Den Werbemachern gefällt diese Leistungsideologie so gut, dass sie dafür auch und gerade bei den weniger mit Erfolg Gesegneten Propaganda machen. Weil sie sich einbilden, der Erfolg der deutschen Wirtschaft stehe und falle mit dem Glauben breiter Massen an künftige Erfolge, entdecken sie in der weit verbreiteten Ideologie, der jeweilige Platz auf den verschiedenen Ebenen der Karriereleiter entspreche exakt den persönlichen Fähigkeiten, die Wachstumsbremse. Also sollen alle ungetrübt von ihren schlechten Lebenserfahrungen und entgegen der tautologischen „Erklärung“, sie hätten es nicht weiter gebracht, weil sie zu mehr nicht fähig seien, glauben: In ihnen stecken noch unentdeckte phänomenale Fähigkeiten, die ihnen unerhoffte Aufstiegschancen eröffnen könnten, wenn – sie nur ganz feste daran glaubten. Zu dem Zweck setzen die mentalen Muntermacher als „Loser“ kenntliche Figuren ins Bild und werbetexten: „ Du bist Günter Jauch “. Gerade als Malocher oder Klofrau soll man zu keinem Zeitpunkt die Flinte ins Korn werfen, soll man nie glauben, mehr sei in diesem Leben nicht drin, weil man ja nie wissen kann, was noch alles in einem schlummert!

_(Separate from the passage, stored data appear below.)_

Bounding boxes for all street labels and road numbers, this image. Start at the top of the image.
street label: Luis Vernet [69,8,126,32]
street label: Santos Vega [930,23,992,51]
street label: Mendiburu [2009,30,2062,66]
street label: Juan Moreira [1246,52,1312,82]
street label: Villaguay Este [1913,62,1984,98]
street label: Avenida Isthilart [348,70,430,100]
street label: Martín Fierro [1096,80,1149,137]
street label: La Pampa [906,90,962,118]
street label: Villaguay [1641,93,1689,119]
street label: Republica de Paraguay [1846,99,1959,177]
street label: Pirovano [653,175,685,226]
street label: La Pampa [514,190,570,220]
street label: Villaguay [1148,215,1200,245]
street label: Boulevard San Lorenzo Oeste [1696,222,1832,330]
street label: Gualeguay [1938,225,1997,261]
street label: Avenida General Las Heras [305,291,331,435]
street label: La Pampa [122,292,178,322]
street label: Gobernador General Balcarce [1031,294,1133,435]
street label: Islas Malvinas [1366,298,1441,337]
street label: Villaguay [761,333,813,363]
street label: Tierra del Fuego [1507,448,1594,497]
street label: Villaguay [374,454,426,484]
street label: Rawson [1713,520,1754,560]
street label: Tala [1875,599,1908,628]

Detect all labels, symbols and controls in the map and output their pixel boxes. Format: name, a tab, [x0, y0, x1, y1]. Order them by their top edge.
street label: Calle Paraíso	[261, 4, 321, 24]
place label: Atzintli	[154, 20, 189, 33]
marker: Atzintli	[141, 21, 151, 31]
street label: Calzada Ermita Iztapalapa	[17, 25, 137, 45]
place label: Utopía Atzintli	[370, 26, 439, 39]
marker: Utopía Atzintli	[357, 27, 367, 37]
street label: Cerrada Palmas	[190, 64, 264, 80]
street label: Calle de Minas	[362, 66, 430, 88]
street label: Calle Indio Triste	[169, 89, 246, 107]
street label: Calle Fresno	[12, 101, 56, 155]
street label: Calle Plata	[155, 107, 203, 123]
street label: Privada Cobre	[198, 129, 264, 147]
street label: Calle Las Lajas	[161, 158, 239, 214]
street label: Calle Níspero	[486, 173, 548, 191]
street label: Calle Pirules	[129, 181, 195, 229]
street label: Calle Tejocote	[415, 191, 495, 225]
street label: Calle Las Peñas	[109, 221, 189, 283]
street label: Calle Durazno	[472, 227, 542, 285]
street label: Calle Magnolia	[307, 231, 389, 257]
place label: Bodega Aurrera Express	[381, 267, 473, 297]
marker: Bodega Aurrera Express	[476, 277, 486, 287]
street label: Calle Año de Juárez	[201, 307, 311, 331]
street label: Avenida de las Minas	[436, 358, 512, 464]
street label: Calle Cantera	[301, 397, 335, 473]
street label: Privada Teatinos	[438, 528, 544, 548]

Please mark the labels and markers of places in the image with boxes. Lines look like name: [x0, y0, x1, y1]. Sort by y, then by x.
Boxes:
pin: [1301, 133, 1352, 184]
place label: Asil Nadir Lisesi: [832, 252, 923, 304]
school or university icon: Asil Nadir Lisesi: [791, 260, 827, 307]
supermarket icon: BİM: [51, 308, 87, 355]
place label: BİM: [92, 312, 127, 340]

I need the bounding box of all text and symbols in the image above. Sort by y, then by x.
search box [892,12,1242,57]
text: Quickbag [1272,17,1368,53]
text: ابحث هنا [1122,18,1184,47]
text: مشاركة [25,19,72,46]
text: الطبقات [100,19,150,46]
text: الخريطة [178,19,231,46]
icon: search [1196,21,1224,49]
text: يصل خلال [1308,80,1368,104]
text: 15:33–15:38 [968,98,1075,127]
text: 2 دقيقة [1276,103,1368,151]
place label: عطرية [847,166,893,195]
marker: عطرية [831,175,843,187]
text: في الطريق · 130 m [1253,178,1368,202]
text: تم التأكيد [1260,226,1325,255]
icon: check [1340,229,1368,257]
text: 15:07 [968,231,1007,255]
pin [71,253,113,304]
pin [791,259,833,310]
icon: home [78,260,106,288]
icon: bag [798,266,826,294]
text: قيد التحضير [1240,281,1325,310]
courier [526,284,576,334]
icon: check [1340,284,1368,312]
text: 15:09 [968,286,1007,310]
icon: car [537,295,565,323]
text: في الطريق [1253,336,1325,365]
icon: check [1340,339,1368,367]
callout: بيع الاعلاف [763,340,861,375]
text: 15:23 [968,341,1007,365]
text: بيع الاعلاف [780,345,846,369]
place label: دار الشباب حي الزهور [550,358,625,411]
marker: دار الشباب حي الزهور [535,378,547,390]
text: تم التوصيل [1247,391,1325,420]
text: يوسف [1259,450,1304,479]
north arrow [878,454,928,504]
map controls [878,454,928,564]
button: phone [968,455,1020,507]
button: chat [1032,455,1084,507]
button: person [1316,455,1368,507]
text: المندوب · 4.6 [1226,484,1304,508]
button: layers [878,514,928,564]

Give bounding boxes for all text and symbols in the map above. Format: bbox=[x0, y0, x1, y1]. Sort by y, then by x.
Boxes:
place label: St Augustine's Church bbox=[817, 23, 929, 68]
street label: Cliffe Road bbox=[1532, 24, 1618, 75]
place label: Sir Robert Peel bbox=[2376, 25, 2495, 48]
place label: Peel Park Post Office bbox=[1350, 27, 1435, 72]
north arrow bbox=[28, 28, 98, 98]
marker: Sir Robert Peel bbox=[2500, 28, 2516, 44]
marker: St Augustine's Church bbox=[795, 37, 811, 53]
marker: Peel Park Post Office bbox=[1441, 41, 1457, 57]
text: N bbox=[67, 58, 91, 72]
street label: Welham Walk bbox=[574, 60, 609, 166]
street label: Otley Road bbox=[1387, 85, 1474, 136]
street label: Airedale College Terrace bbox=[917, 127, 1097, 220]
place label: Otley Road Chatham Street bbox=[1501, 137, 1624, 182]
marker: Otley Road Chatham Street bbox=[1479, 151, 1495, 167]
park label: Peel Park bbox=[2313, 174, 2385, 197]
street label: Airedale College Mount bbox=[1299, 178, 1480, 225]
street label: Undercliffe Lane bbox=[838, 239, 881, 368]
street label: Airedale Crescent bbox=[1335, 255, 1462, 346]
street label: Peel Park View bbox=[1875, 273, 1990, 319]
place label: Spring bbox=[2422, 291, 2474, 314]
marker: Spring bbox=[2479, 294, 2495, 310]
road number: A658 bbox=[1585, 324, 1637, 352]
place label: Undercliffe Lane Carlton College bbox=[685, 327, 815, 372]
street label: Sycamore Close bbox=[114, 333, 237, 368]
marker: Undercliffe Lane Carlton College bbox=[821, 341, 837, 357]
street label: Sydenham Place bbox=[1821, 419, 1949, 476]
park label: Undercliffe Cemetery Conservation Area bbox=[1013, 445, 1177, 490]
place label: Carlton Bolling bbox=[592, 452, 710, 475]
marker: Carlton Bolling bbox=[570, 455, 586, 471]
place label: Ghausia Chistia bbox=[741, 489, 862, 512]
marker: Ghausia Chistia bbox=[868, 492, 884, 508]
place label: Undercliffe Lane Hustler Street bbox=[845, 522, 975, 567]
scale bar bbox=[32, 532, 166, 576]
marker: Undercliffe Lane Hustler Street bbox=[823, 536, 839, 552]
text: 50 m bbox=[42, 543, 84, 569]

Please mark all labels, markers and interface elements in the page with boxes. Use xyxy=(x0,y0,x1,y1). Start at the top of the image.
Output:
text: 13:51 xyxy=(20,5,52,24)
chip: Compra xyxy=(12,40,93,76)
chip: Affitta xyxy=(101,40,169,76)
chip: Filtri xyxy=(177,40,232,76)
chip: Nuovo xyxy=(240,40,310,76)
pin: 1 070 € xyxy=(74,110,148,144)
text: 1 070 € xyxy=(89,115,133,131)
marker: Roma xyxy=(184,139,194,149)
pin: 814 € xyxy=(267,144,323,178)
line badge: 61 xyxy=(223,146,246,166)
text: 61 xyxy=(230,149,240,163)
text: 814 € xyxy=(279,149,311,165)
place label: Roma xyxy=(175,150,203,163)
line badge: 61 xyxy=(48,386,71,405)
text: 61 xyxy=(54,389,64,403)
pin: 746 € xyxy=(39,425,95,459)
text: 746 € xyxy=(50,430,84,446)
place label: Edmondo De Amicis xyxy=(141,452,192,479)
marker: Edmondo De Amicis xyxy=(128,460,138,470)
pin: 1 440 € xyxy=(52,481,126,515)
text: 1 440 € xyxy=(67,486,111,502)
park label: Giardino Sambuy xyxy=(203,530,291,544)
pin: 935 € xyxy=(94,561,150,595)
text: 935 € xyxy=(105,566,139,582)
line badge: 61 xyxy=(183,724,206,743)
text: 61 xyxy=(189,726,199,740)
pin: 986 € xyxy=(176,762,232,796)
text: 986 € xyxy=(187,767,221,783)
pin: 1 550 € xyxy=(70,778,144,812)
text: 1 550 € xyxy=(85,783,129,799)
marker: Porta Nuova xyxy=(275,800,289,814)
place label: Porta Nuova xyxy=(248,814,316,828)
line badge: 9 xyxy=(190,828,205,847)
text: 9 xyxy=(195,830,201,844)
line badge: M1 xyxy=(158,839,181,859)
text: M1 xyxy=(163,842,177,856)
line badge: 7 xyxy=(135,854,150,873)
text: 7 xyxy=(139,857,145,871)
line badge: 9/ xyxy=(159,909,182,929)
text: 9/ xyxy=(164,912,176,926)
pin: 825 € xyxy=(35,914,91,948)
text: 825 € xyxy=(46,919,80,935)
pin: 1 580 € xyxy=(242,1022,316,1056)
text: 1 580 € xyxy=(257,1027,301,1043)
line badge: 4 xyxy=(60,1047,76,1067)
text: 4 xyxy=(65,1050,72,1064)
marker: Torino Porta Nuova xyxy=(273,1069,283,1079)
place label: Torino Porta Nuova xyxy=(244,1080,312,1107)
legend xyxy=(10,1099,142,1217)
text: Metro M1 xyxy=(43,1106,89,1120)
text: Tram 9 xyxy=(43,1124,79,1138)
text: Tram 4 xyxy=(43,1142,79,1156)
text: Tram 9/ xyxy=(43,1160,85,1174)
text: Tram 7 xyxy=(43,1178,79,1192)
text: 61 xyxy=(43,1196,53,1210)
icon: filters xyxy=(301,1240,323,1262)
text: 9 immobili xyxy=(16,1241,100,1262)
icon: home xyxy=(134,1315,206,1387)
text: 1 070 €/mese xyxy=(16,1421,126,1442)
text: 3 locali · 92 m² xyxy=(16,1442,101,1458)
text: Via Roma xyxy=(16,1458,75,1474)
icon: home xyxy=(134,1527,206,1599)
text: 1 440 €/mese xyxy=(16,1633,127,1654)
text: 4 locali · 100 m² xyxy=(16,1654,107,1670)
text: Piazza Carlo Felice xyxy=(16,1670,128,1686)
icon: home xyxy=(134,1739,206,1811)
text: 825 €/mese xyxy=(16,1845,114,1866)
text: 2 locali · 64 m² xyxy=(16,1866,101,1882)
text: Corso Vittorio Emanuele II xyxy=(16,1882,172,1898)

Gegen den Einwand, die Mehrheit scheitere doch im täglichen Kampf um Spitzenjobs, Geld und Ruhm, immunisieren sich die Propagandisten. Die „Mutmacher“ gehen gerade von den ausbleibenden Erfolgen aus, um bei den „Losern“ den Willen zum Weitermachen zu schüren. Die sollen aus den „Niederlagen, die das Leben ihnen beigebracht hat“, eben nicht den Schluss ziehen , „ mehr war nicht drin“. Ausgerechnet als unbedeutendes mittelund machtloses Würmchen soll man sich einbilden, der bloße positive Wille zum Erfolg könne die Welt aus den Angeln heben: „Ein Schmetterling kann einen Taifun auslösen. Der Windstoß, der durch seinen Flügelschlag verdrängt wird, entwurzelt vielleicht ein paar Kilometer weiter Bäume. Genauso, wie ein Lufthauch sich zu einem Sturm entwickelt, kann deine Tat wirken.“

Die Kampagne bescheinigt den Leuten, dass sie eine kleine Nummer und unbedeutsam sind, und sie nährt gleichzeitig den Irrglauben, ganz exklusiv und unersetzlich zu sein: „Egal, wo du arbeitest. Egal, welche Position du hast. Du hältst den Laden zusammen. Du bist der Laden. Du bist Deutschland.“ Mensch „wie du und ich“ bekommt attestiert, dass er ein Rädchen ist, er soll sich aber nicht fragen, mit welcher Funktion und in welchem Getriebe, sondern sich verhalten, als sei er wahnsinnig wichtig. Gerade wenn die eigene Lage aussichtslos ist, soll man sich ideell in den Erfolg Deutschlands einklinken: „Mag sein, du stehst mit dem Rücken zur Wand oder dem Gesicht zur Mauer. Doch einmal haben wir schon gemeinsam eine Mauer niedergerissen.“ Obwohl man nach wie vor an die Wand gedrückt wird – da wird ja gar nicht Abhilfe versprochen – soll man klotzen für die Nation: „Machen wir uns die Hände schmutzig. Du bist die Hand. Du bist 82 Millionen. Du bist Deutschland.“

Die Nation ist schließlich das wirklich hilfsbedürftige Subjekt! Zwar weit und breit kein „Zuckerwatte-Lecken“, und so mancher steht mit dem Rücken zur Wand – aber das ist doch kein Grund zu meckern! Geschweige denn, danach zu fragen, wer und was einem andauernd Anlässe und Gründe für die Meckerei serviert. Freundschaftliche Verbundenheit und berechnungsloser Dienst sind angesagt: „Behandle dein Land doch einfach wie einen guten Freund. Meckere nicht über ihn, sondern biete ihm deine Hilfe an.“ Unterscheide nicht mehr zwischen „es“ und „ihm“ und leiste was für Deutschland.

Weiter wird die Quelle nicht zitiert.